**TASK STATEMENT:**
I would like the records restated word for word, without the pictures.
-------- RECORDS SUPPLIED --------
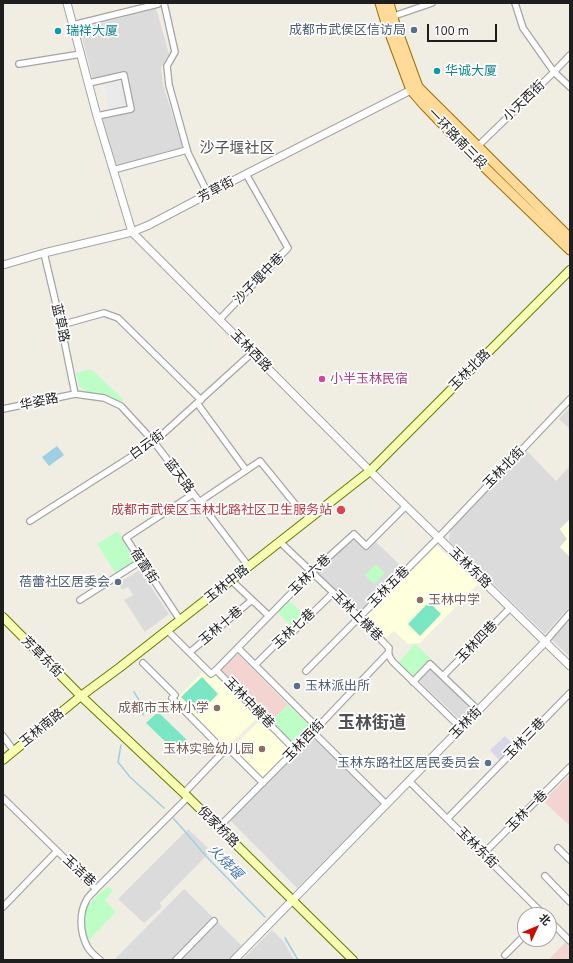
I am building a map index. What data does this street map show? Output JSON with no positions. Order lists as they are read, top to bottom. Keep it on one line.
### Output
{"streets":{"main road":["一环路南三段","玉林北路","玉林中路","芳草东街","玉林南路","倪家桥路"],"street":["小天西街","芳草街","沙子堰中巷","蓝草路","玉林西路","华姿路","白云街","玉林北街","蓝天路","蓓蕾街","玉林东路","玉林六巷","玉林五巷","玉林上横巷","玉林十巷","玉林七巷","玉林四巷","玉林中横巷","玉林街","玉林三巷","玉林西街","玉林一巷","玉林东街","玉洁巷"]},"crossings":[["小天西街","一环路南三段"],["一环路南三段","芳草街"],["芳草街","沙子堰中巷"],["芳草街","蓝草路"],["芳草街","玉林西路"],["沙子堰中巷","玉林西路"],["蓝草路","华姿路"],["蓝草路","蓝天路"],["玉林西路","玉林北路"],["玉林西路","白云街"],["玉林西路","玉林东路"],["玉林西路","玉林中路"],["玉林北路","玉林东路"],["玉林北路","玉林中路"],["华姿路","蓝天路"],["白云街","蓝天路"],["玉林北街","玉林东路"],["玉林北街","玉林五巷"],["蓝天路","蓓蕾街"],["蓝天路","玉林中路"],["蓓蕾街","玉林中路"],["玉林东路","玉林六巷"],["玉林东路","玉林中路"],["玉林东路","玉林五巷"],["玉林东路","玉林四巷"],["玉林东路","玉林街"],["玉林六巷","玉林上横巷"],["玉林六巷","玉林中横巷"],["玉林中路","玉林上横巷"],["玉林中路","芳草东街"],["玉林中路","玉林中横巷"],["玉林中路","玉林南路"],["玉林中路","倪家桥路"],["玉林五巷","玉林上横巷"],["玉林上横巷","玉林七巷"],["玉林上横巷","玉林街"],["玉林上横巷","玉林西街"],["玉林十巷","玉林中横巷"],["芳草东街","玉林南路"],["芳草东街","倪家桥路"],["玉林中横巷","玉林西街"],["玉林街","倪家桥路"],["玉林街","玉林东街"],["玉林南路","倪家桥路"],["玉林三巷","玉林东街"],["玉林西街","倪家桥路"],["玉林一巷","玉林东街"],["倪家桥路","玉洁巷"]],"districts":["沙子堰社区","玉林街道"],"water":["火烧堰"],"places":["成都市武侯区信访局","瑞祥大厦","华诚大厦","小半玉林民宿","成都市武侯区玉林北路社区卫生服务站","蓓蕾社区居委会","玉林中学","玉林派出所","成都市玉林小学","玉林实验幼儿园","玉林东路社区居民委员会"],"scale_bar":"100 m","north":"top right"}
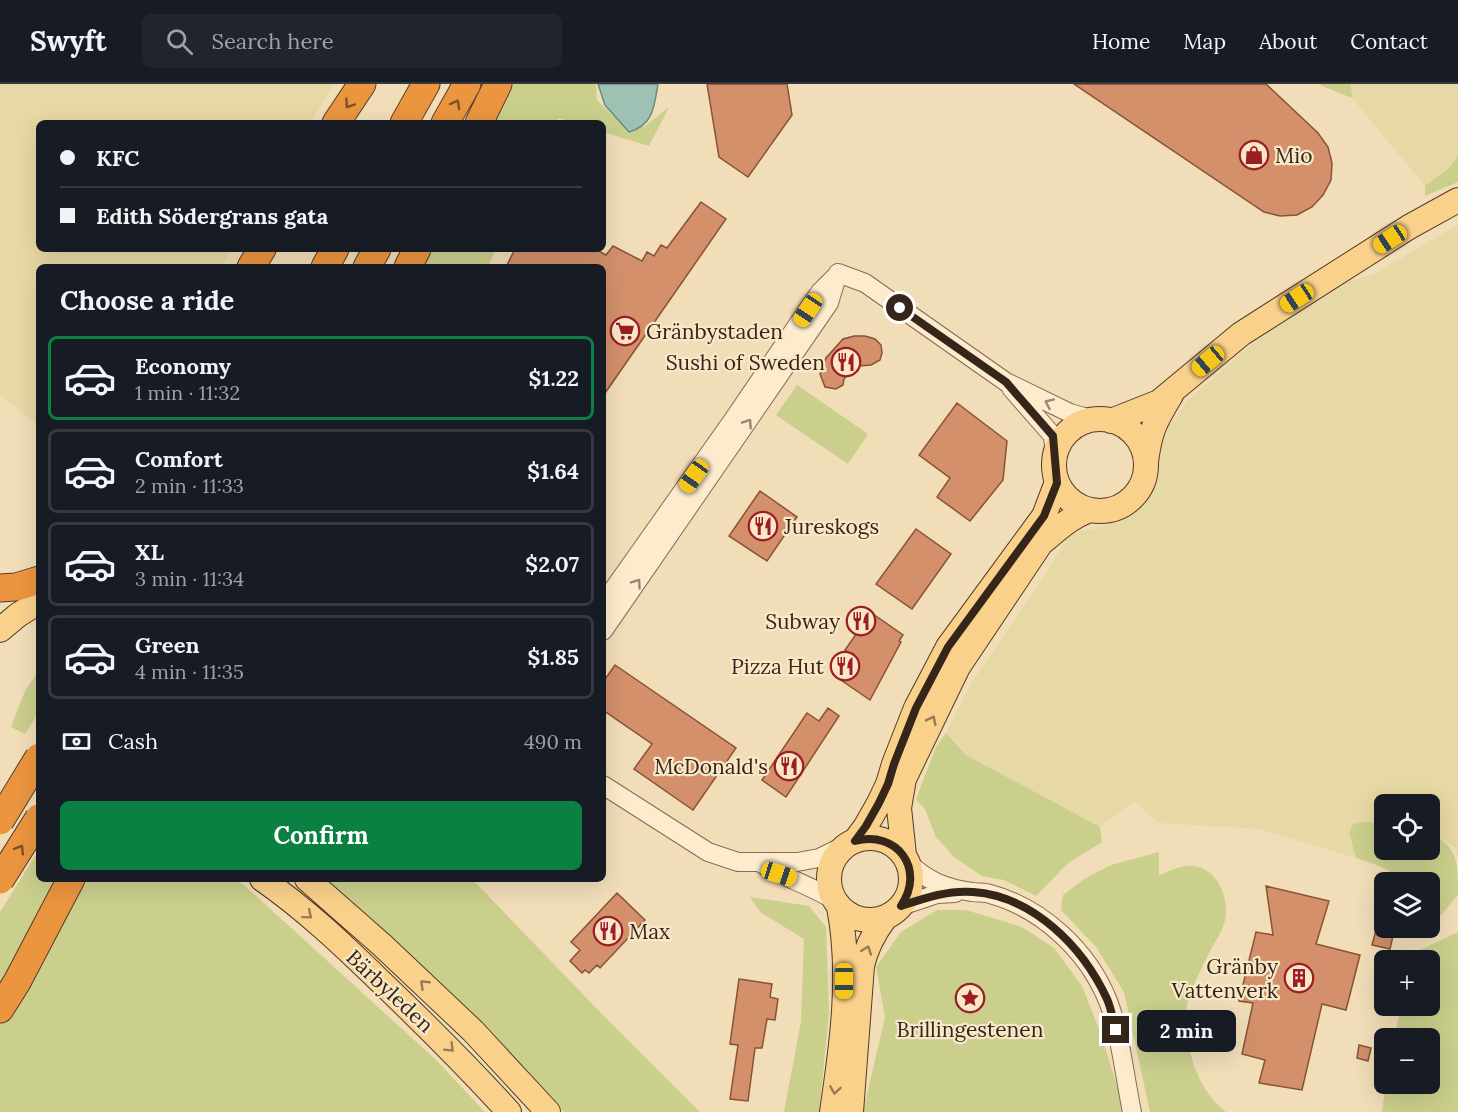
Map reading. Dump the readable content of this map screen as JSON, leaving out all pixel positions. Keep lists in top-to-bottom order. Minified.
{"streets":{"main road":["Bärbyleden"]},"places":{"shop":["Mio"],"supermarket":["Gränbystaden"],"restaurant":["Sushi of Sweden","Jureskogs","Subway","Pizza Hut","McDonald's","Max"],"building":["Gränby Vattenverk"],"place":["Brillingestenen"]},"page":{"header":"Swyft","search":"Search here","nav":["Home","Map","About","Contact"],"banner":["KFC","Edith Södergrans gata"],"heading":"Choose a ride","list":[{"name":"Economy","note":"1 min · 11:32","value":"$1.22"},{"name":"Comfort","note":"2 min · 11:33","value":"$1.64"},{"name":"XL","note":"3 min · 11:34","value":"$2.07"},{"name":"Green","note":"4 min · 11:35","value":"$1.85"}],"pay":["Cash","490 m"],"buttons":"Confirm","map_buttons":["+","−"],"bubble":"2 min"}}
--------
**WRITTEN REPLY:**
I am building a map index. What data does this street map show? Output JSON with no positions. Order lists as they are read, top to bottom. Keep it on one line.
### Output
{"streets":{"main road":["一环路南三段","玉林北路","玉林中路","芳草东街","玉林南路","倪家桥路"],"street":["小天西街","芳草街","沙子堰中巷","蓝草路","玉林西路","华姿路","白云街","玉林北街","蓝天路","蓓蕾街","玉林东路","玉林六巷","玉林五巷","玉林上横巷","玉林十巷","玉林七巷","玉林四巷","玉林中横巷","玉林街","玉林三巷","玉林西街","玉林一巷","玉林东街","玉洁巷"]},"crossings":[["小天西街","一环路南三段"],["一环路南三段","芳草街"],["芳草街","沙子堰中巷"],["芳草街","蓝草路"],["芳草街","玉林西路"],["沙子堰中巷","玉林西路"],["蓝草路","华姿路"],["蓝草路","蓝天路"],["玉林西路","玉林北路"],["玉林西路","白云街"],["玉林西路","玉林东路"],["玉林西路","玉林中路"],["玉林北路","玉林东路"],["玉林北路","玉林中路"],["华姿路","蓝天路"],["白云街","蓝天路"],["玉林北街","玉林东路"],["玉林北街","玉林五巷"],["蓝天路","蓓蕾街"],["蓝天路","玉林中路"],["蓓蕾街","玉林中路"],["玉林东路","玉林六巷"],["玉林东路","玉林中路"],["玉林东路","玉林五巷"],["玉林东路","玉林四巷"],["玉林东路","玉林街"],["玉林六巷","玉林上横巷"],["玉林六巷","玉林中横巷"],["玉林中路","玉林上横巷"],["玉林中路","芳草东街"],["玉林中路","玉林中横巷"],["玉林中路","玉林南路"],["玉林中路","倪家桥路"],["玉林五巷","玉林上横巷"],["玉林上横巷","玉林七巷"],["玉林上横巷","玉林街"],["玉林上横巷","玉林西街"],["玉林十巷","玉林中横巷"],["芳草东街","玉林南路"],["芳草东街","倪家桥路"],["玉林中横巷","玉林西街"],["玉林街","倪家桥路"],["玉林街","玉林东街"],["玉林南路","倪家桥路"],["玉林三巷","玉林东街"],["玉林西街","倪家桥路"],["玉林一巷","玉林东街"],["倪家桥路","玉洁巷"]],"districts":["沙子堰社区","玉林街道"],"water":["火烧堰"],"places":["成都市武侯区信访局","瑞祥大厦","华诚大厦","小半玉林民宿","成都市武侯区玉林北路社区卫生服务站","蓓蕾社区居委会","玉林中学","玉林派出所","成都市玉林小学","玉林实验幼儿园","玉林东路社区居民委员会"],"scale_bar":"100 m","north":"top right"}
Map reading. Dump the readable content of this map screen as JSON, leaving out all pixel positions. Keep lists in top-to-bottom order. Minified.
{"streets":{"main road":["Bärbyleden"]},"places":{"shop":["Mio"],"supermarket":["Gränbystaden"],"restaurant":["Sushi of Sweden","Jureskogs","Subway","Pizza Hut","McDonald's","Max"],"building":["Gränby Vattenverk"],"place":["Brillingestenen"]},"page":{"header":"Swyft","search":"Search here","nav":["Home","Map","About","Contact"],"banner":["KFC","Edith Södergrans gata"],"heading":"Choose a ride","list":[{"name":"Economy","note":"1 min · 11:32","value":"$1.22"},{"name":"Comfort","note":"2 min · 11:33","value":"$1.64"},{"name":"XL","note":"3 min · 11:34","value":"$2.07"},{"name":"Green","note":"4 min · 11:35","value":"$1.85"}],"pay":["Cash","490 m"],"buttons":"Confirm","map_buttons":["+","−"],"bubble":"2 min"}}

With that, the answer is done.